Across all the records below, how many lines contain "task"? Respond with only the number.

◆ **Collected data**

================

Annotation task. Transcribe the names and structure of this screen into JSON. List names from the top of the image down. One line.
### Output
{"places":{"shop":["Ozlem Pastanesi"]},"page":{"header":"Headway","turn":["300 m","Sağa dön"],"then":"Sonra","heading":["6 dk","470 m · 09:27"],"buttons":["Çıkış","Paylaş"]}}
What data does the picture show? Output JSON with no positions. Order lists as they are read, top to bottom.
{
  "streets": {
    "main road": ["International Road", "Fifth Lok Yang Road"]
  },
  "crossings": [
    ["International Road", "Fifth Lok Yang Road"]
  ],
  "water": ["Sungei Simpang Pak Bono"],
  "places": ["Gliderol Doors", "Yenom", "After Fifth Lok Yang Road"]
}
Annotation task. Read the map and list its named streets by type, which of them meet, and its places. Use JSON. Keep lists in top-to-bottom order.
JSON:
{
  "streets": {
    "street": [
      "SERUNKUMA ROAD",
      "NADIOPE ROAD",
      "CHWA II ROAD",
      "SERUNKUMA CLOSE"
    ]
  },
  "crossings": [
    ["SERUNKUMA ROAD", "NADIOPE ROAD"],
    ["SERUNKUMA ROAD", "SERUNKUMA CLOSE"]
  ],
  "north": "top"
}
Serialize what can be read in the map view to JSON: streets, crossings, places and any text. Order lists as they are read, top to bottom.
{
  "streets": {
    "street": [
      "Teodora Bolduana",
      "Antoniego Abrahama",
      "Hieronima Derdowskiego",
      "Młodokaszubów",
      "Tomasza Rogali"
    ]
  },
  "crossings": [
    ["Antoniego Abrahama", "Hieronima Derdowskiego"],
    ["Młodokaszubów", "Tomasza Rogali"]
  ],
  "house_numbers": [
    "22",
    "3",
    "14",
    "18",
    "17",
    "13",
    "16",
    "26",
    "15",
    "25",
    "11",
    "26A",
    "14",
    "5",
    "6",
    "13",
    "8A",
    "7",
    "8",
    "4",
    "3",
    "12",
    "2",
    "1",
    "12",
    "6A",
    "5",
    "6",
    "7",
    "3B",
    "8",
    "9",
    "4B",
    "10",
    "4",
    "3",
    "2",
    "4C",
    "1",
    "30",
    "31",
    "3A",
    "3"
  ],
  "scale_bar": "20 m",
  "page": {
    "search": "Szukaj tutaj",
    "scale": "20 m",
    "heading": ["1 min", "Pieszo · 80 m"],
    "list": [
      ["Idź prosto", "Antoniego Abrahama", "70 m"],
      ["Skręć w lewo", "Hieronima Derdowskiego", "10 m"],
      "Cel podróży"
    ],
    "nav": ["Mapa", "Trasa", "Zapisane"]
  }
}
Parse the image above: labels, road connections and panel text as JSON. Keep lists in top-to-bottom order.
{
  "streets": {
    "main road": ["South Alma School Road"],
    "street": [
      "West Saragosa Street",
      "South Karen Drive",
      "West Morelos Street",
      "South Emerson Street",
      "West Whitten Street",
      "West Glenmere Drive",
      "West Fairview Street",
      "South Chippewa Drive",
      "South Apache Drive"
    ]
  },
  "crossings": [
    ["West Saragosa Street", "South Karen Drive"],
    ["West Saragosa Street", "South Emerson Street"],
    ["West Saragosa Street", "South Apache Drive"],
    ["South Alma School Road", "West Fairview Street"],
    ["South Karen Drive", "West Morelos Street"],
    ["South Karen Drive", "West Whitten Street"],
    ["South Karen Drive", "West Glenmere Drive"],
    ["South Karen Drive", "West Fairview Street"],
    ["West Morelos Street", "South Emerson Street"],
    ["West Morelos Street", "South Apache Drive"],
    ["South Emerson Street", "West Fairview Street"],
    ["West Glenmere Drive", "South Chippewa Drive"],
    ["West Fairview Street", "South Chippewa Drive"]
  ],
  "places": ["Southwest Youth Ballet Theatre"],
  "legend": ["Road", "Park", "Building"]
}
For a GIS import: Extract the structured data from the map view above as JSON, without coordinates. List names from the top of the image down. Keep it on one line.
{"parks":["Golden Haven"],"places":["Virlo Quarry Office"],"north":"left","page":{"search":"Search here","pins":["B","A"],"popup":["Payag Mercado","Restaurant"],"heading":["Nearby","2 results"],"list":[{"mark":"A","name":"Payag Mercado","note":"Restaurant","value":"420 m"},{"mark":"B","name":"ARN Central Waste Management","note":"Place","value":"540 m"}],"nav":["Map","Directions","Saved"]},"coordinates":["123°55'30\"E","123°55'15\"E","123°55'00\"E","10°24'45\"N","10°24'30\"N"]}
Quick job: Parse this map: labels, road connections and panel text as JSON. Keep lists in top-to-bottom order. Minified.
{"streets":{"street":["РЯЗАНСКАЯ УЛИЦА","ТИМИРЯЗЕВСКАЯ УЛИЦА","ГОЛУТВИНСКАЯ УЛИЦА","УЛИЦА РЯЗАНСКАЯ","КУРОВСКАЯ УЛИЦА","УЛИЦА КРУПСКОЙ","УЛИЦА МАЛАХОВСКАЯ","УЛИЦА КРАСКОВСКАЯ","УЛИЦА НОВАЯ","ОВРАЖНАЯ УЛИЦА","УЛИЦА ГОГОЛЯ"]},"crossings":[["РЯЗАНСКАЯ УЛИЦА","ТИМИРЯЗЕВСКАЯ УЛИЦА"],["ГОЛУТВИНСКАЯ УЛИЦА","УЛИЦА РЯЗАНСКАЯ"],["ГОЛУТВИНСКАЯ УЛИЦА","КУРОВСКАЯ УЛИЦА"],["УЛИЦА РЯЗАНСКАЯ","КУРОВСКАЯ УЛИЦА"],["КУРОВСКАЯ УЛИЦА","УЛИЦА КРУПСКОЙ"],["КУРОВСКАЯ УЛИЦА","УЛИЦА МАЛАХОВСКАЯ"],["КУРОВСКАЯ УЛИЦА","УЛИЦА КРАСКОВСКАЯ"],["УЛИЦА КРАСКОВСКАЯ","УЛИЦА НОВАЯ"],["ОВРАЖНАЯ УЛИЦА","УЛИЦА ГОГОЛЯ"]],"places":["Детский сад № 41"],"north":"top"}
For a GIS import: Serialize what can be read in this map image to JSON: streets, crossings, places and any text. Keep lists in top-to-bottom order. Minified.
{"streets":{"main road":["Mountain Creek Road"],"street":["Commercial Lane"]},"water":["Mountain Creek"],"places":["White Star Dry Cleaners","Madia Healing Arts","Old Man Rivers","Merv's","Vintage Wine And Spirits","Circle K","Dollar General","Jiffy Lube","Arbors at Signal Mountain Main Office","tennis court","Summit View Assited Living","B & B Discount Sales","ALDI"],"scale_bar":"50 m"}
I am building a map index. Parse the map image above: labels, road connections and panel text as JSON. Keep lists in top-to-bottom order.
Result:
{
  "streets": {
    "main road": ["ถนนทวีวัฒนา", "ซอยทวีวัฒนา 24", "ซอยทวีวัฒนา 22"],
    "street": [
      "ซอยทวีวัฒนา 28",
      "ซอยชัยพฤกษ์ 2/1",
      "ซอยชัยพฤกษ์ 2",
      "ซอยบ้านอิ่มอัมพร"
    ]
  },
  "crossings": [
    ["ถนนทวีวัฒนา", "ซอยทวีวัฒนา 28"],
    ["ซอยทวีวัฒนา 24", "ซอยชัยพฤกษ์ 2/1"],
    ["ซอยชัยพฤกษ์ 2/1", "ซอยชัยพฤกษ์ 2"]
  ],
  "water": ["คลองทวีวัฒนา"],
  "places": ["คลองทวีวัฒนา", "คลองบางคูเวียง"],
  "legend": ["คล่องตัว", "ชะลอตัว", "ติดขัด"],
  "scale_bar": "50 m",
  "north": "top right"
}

================

◆ **EXERCISE SOLUTION**
2